Pourquoi craindre aux jours de malheur
ces fourbes qui me talonnent pour m’encercler,
ceux qui s’appuient sur leur fortune
et se vantent de leurs grandes richesses ?
Nul ne peut racheter son frère
ni payer à Dieu sa rançon :
aussi cher qu’il puisse payer,
toute vie doit finir.
Peut-on vivre indéfiniment
sans jamais voir la fosse ?
Vous voyez les sages mourir :
comme le fou et l’insensé ils périssent,
laissant à d’autres leur fortune.
Je prends un temps à l’écart…
Je suis invité.e à méditer ce psaume sapientiel…en union de prière avec toute l’Eglise…
Je fais silence en moi, et lis une première fois le psaume à voix haute, en le laissant résonner en moi…
Puis je le relis en silence, goûtant chaque verset, le laissant rejoindre ma vie…
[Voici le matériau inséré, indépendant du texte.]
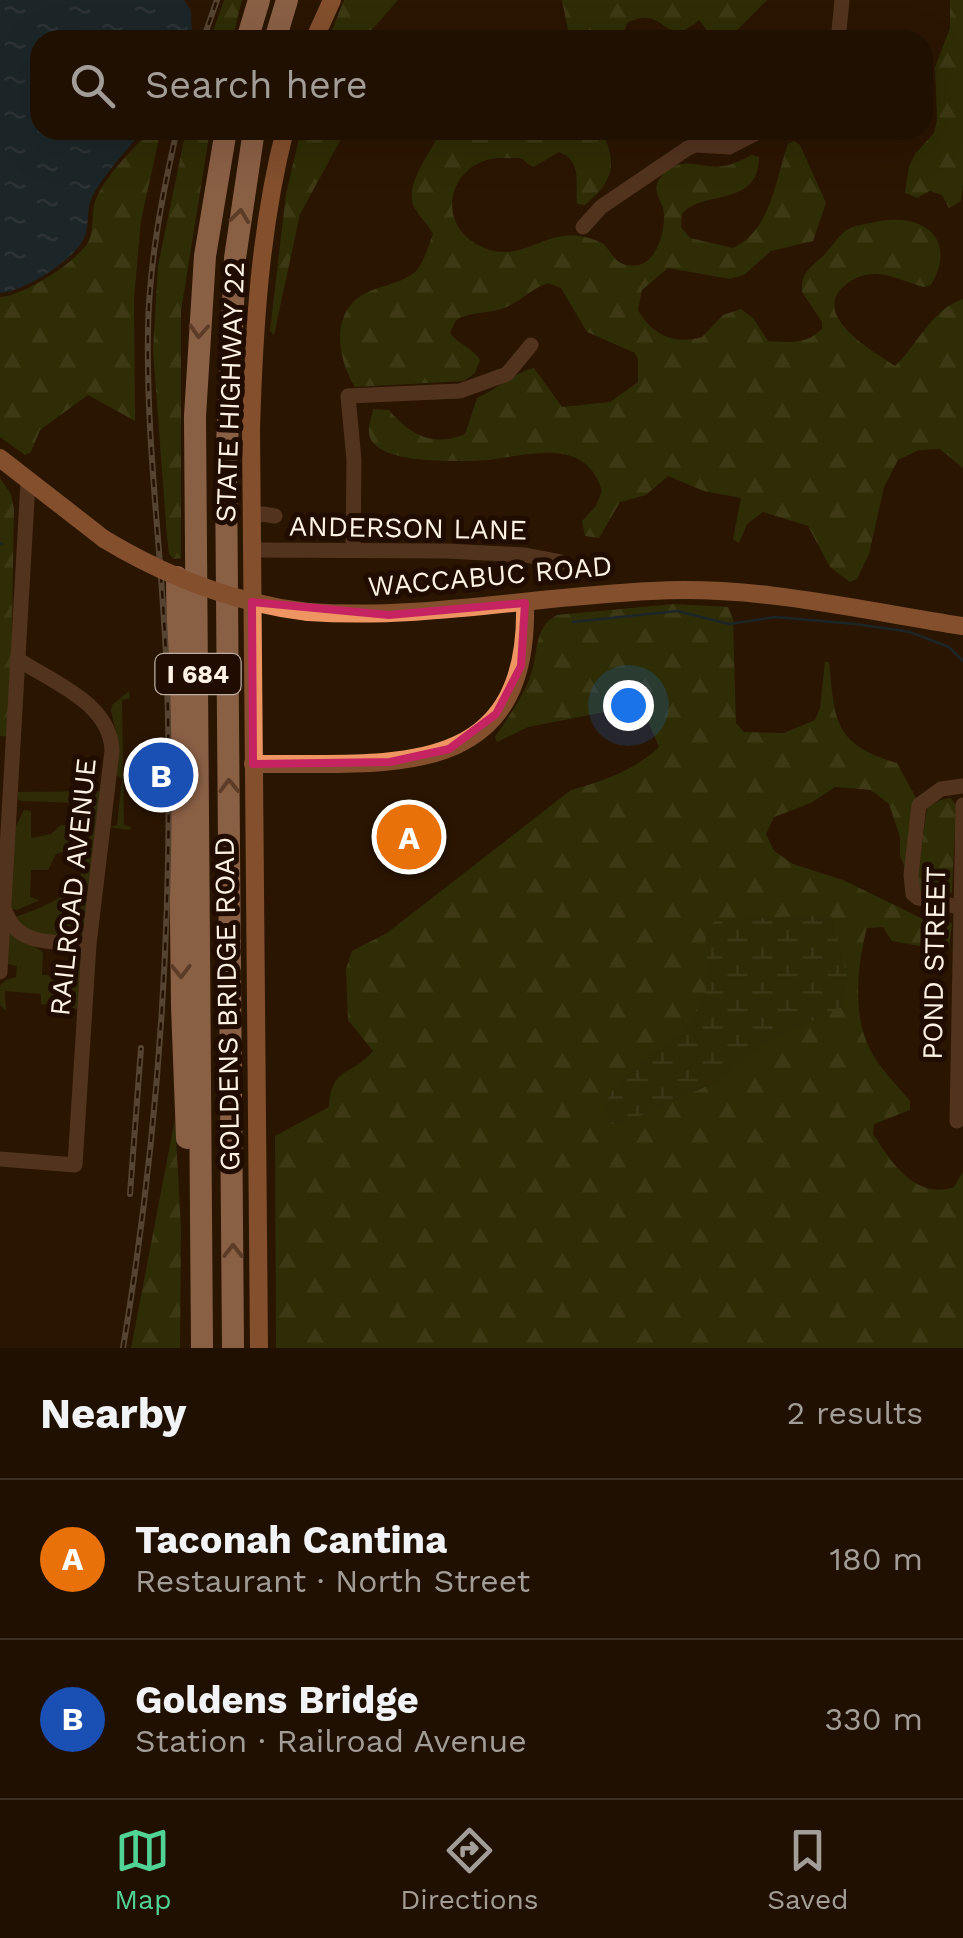 <!DOCTYPE html>
<html lang="en">
<head>
<meta charset="utf-8">
<style>
	body { margin:0; font-family:"Work Sans",sans-serif; background:#2d1e10; color:#f1f3f6 }
	.you { position:absolute; left:628px; top:705px; width:35px; height:35px; margin:-25px; border:8px solid #fff; border-radius:50%; background:#1a73e8; box-shadow:0 0 0 15px #1a73e833 }
	.badge { display:grid; place-items:center; width:65px; height:65px; border-radius:50%; background:#51d397; color:#fff; font-size:32px; font-weight:700 }
	.pin { position:absolute; translate:-50% -50%; border:5px solid #fff; box-shadow:0 2px 10px #0006 }
	.list { margin:0; padding:0; list-style:none }
	h2 { display:flex; justify-content:space-between; align-items:center; height:130px; margin:0; padding:0 40px; font-size:42px }
	h2 small { font-size:32px; font-weight:400; color:#a29d99 }
	.list li { display:grid; grid-template-columns:65px 1fr auto; gap:30px; align-items:center; box-sizing:border-box; height:160px; padding:0 40px; border-top:2px solid #3d3023 }
	.list b { display:block; font-size:38px; white-space:nowrap }
	.list p { margin:0; font-size:32px; white-space:nowrap; color:#a29d99 }
	.list em { font-size:32px; font-style:normal; color:#a29d99 }
	.icon { flex:none; width:55px; height:55px; fill:none; stroke:currentColor; stroke-width:2; stroke-linecap:round; stroke-linejoin:round }
	.map { position:relative; flex:none; width:963px; height:1348px; overflow:hidden }
	.search { position:absolute; background:#201001; box-shadow:0 10px 40px #0002; left:30px; right:30px; top:30px; height:110px; display:flex; align-items:center; gap:25px; box-sizing:border-box; padding:0 35px; border-radius:30px; color:#a29d99; font-size:38px }
	.sheet { height:450px; background:#201001 }
	nav { display:flex; justify-content:space-around; align-items:center; box-sizing:border-box; height:140px; border-top:2px solid #3d3023; background:#201001; font-size:28px; color:#a29d99 }
	nav a { display:grid; justify-items:center; gap:5px }
	nav .on { color:#51d397 }
	.map>svg:first-child { display:block }
	.green { fill:#34460d }
	.forest { fill:url(#forest-firs) }
	.wetland { fill:url(#wetland-marsh) }
	.water { fill:url(#water-ripples) }
	.lines { fill:none; stroke-linecap:round; stroke-linejoin:round }
	.stream { stroke:#0d3a59; stroke-width:2.5 }
	.minor { stroke:#845841; stroke-width:15 }
	.major { stroke:#ef9562; stroke-width:18 }
	.highway { stroke:#febb98; stroke-width:22 }
	.rail-casing { stroke:#8d7d6d; stroke-width:6 }
	.rail { stroke:#200c00; stroke-width:2.5; stroke-dasharray:8; stroke-linecap:butt }
	.major-bridge { stroke:#ef9562; stroke-width:18 }
	.oneway { stroke:#9a6c54 }
	.marked { fill:none; stroke:#c52362; stroke-width:8; stroke-linejoin:round }
	.labels { text-anchor:middle; dominant-baseline:central; stroke-width:10; stroke-linejoin:round; paint-order:stroke }
	.shield { fill:#200c00; stroke:#bbada2; stroke-width:2.5 }
	.shield-label { font-size:25px; font-weight:bold; fill:#fef2e7 }
	.street-label { font-size:28px; fill:#fef2e7; stroke:#200c00 }
</style>
</head>
<body>
<div class="map">
<svg width="963" height="1348" viewBox="0 0 963 1348">
	<defs>
		<pattern id="forest-firs" width="22" height="20" patternUnits="userSpaceOnUse" patternTransform="scale(2.5)"><rect width="22" height="20" fill="#364a09"/><path d="M5 1l3.5 6h-7zM16 11l3.5 6h-7z" fill="#54652d"/></pattern>
		<pattern id="wetland-marsh" width="20" height="14" patternUnits="userSpaceOnUse" patternTransform="scale(2.5)"><rect width="20" height="14" fill="#34460d"/><path d="M1 5h8M5 5V1M11 12h8M15 12V8" fill="none" stroke="#526130"/></pattern>
		<pattern id="water-ripples" width="26" height="14" patternUnits="userSpaceOnUse" patternTransform="scale(2.5)"><rect width="26" height="14" fill="#0d3a59"/><path d="M2 4q2-2 4 0t4 0M15 11q2-2 4 0t4 0" fill="none" stroke="#315771"/></pattern>
	</defs>
	<rect width="100%" height="100%" fill="#2a1501"/>
	<g class="green">
		<polygon points="129,691 130,698 122,700 124,825 131,827 130,830 109,827 117,825 122,779 116,775 119,744 111,711 112,705"/>
		<path d="M100,791L84,938C59,937 30,936 12,918C35,911 111,884 69,850L56,854L48,870H31L30,897L40,900L17,910L10,909L15,828L24,810L31,811V838L51,834L61,825L78,826L81,803L21,801L18,799V792Z"/>
		<polygon points="9,931 43,952 42,975 74,977 77,960 82,960 79,1009 41,1004 41,994 5,991 6,1011 0,1005 0,985 6,980 16,977 17,966 8,964"/>
	</g>
	<g class="forest">
		<polygon points="224,0 242,0 232,40 210,40"/>
		<polygon points="344,0 398,0 363,40 328,40"/>
		<path d="M562,0H767L737,30L734,40H715L699,20C662,52 667,2 627,23L623,35L625,40H570Z"/>
		<polygon points="950,0 963,0 963,185 961,201 949,208 942,195 930,191 917,198 905,193 909,166 915,154 934,133 937,120 935,67 950,28"/>
		<path d="M150,130H161L141,220L134,299L135,421L88,395L40,430L31,452L25,455L0,437V297C22,297 83,259 90,238C94,226 91,211 96,199C107,173 132,151 150,130Z"/>
		<polygon points="186,130 210,130 181,311 181,558 174,559 169,554 167,537 153,350 158,266"/>
		<polygon points="301,130 346,130 300,214 274,335 270,331 286,194"/>
		<path d="M441,130H601C618,163 614,181 585,205L577,204C575,184 583,161 559,152L534,167C529,166 526,161 522,159C517,157 511,159 506,158C447,155 429,231 490,250C522,260 549,230 579,236C585,237 597,240 602,243C613,251 614,269 638,265C657,262 665,231 664,214C664,202 650,191 660,178C680,152 701,170 723,166C733,165 743,159 752,155L759,157C759,208 703,189 682,214L681,227L690,238L733,248C772,229 775,180 788,144L794,141L800,145L826,203L813,241L771,251L744,275L730,279L668,268L642,290L638,310C652,335 674,345 702,337L723,315L741,309L753,318L768,341C789,342 806,345 822,329V322L802,292C800,272 812,267 825,254C831,247 838,237 845,231C854,225 866,224 875,222C921,212 959,237 931,285L924,287C909,283 894,276 879,274C866,273 853,278 843,287C811,317 876,353 895,366C917,345 932,309 963,299V468L940,449L919,450L898,460L884,487L869,554L857,579L850,582L830,567L808,526L763,512L747,524L739,543L733,539L741,498L704,491L668,476L646,495L620,502L599,538L585,536L582,521L596,506L602,491C584,429 516,461 473,461C450,461 370,464 369,432C368,425 372,416 373,409L389,410C409,434 433,448 465,434L477,398C496,390 517,371 534,368L562,407L610,402L638,382V359L635,353L587,332L561,288L548,283C531,289 520,302 504,308C489,314 472,311 456,320L450,333C459,345 472,347 480,360L475,373L464,381L355,387C336,357 330,309 368,292C383,285 406,282 417,270C425,260 428,246 433,234C427,223 418,215 414,207C403,185 433,150 441,130Z"/>
		<polygon points="0,478 11,494 14,509 10,737 0,736"/>
		<path d="M674,604L728,607L733,619L736,723L744,732L784,733L815,720L820,708L825,662H829C835,722 834,744 897,763L917,800L905,868L900,856V837L889,804L871,790L835,787L811,803L774,817L766,834L774,851L793,864L843,880L923,919L945,917L952,924L949,947L931,948L892,941L883,927L867,928C857,964 852,1017 871,1051C880,1069 897,1085 910,1101V1110L874,1124L873,1134C891,1162 915,1200 954,1187L963,1172V1348H276L275,1136L329,1107C332,1066 349,1078 373,1051L348,1020L346,969L352,951L387,933L571,790C603,781 635,770 659,747L641,705L528,727L497,742L495,737C507,719 521,700 529,680C539,658 532,627 557,615Z"/>
		<polygon points="951,798 956,805 952,892 947,897 920,891 917,882 927,808 940,800"/>
		<polygon points="175,1119 181,1229 180,1348 131,1348"/>
	</g>
	<path class="wetland" d="M826,915L832,917L848,981L842,1007L763,1044L721,1080L626,1122L612,1124C581,1093 669,1048 684,1027C693,1016 704,999 707,986C713,961 695,937 716,920Z"/>
	<path class="water" d="M0,0H184L191,10L192,37L191,40H40V130H143C131,145 96,184 91,200C86,212 90,225 84,238C75,260 23,292 0,293Z"/>
	<g class="lines">
		<g class="stream">
			<polyline points="0,543 2,544"/>
			<polyline points="573,622 677,611 729,624 775,617 856,624 910,632 949,647 963,661"/>
		</g>
		<g class="minor">
			<polyline points="838,40 842,0"/>
			<polyline points="583,227 601,207 688,148 696,145 729,147 762,130"/>
			<polyline points="251,518 263,514 275,516"/>
			<polyline points="353,549 354,460 348,396 460,391 507,374 531,345"/>
			<polyline points="251,550 446,551 525,555 562,562"/>
			<polyline points="959,907 918,898 913,894 911,875 919,805 941,789 963,786"/>
			<path d="M6,913C17,944 50,942 79,944"/>
			<polyline points="0,972 28,482"/>
			<polyline points="957,1121 963,805"/>
			<path d="M0,1159L75,1165L89,944L112,751C111,704 54,683 19,660"/>
		</g>
		<g class="major">
			<polyline points="314,40 332,0"/>
			<polyline points="0,458 104,539"/>
			<path d="M308,612C424,620 536,596 652,591C758,585 859,610 963,626"/>
			<path d="M253,764C385,762 530,786 525,603"/>
			<path d="M259,1348L251,429C254,329 260,227 285,130"/>
		</g>
		<g class="highway">
			<polyline points="247,40 259,0"/>
			<polyline points="275,40 287,0"/>
			<polyline points="177,577 182,1006 187,1138"/>
			<polyline points="202,1348 195,416 205,256 226,130"/>
			<polyline points="233,1348 226,469 235,258 254,130"/>
		</g>
		<defs>
			<g id="rail">
				<polyline points="203,40 217,0"/>
				<polyline points="130,1194 141,1048"/>
				<path d="M123,1348C160,1128 174,901 167,678C163,562 146,447 148,331C149,263 162,196 177,130"/>
			</g>
		</defs>
		<use href="#rail" class="rail-casing"/>
		<use href="#rail" class="rail"/>
		<path class="major-bridge" d="M104,539C167,577 234,603 308,612"/>
	</g>
	<defs><path id="oneway-chevron" d="M-2-3.5L2.5 0L-2 3.5" fill="none" stroke-width="1.6" stroke-linecap="round" stroke-linejoin="round" transform="scale(2.5)"/></defs>
	<g class="oneway">
		<use href="#oneway-chevron" transform="translate(240 216) rotate(-83)"/>
		<use href="#oneway-chevron" transform="translate(199 331) rotate(93)"/>
		<use href="#oneway-chevron" transform="translate(229 786) rotate(-91)"/>
		<use href="#oneway-chevron" transform="translate(181 971) rotate(89)"/>
		<use href="#oneway-chevron" transform="translate(233 1251) rotate(-90)"/>
	</g>
	<path d="M0 0H963V1348H0ZM252,602L389,615L525,603L521,666L496,714L449,749L390,762L253,764Z" fill="#2a1501" fill-opacity=".55" fill-rule="evenodd"/>
	<path class="marked" d="M252,602L389,615L525,603L521,666L496,714L449,749L390,762L253,764Z"/>
	<g class="labels">
		<rect class="shield" x="155.5" y="654" width="85" height="40" rx="8"/>
		<g class="shield-label">
			<text x="198" y="674">I 684</text>
		</g>
		<g class="street-label">
			<text transform="translate(230 392) rotate(-88)">STATE HIGHWAY 22</text>
			<text transform="translate(408 528) rotate(1)">ANDERSON LANE</text>
			<text transform="translate(490 576) rotate(-5)">WACCABUC ROAD</text>
			<text transform="translate(73 887) rotate(-84)">RAILROAD AVENUE</text>
			<text transform="translate(934 963) rotate(-89)">POND STREET</text>
			<text transform="translate(227 1004) rotate(-91)">GOLDENS BRIDGE ROAD</text>
		</g>
	</g>
</svg>
<div class="you"></div>
<div class="pin badge" style="left:409px;top:837px;background:#e8710a">A</div>
<div class="pin badge" style="left:161px;top:775px;background:#1a4fb4">B</div>
<div class="search"><svg class="icon" aria-label="search" viewBox="0 0 24 24"><circle cx="10" cy="10" r="6"/><path d="M15 15l6 6"/></svg>Search here</div>
</div>
<section class="sheet">
<h2>Nearby<small>2 results</small></h2>
<ul class="list">
<li><span class="badge" style="background:#e8710a">A</span><div><b>Taconah Cantina</b><p>Restaurant · North Street</p></div><em>180 m</em></li>
<li><span class="badge" style="background:#1a4fb4">B</span><div><b>Goldens Bridge</b><p>Station · Railroad Avenue</p></div><em>330 m</em></li>
</ul>
</section>
<nav>
<a class="on"><svg class="icon" aria-label="map" viewBox="0 0 24 24"><path d="M3 6l6-2 6 2 6-2v14l-6 2-6-2-6 2zM9 4v14M15 6v14"/></svg>Map</a>
<a><svg class="icon" aria-label="directions" viewBox="0 0 24 24"><path d="M12 3l9 9-9 9-9-9zM9 14v-3h6M13 9l2 2-2 2"/></svg>Directions</a>
<a><svg class="icon" aria-label="saved" viewBox="0 0 24 24"><path d="M7 4h10v16l-5-4-5 4z"/></svg>Saved</a>
</nav>
</body>
</html>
En ce monde aujourd’hui, où l’argent est parfois un dieu qui gouverne la vie, à quoi ou à qui suis-je réellement attaché(e) ?
Quelles sont les priorités de ma vie ?
Est-ce que je vis pour moi-même ou pour Celui qui, pour moi, est mort et ressuscité ?
Suis-je attentif.ve au souffle de l’Esprit Saint ?
J’en parle à Jésus comme un ami parle à son ami.
Puis je termine ce temps de prière en demandant : « Donne-moi seulement de t’aimer »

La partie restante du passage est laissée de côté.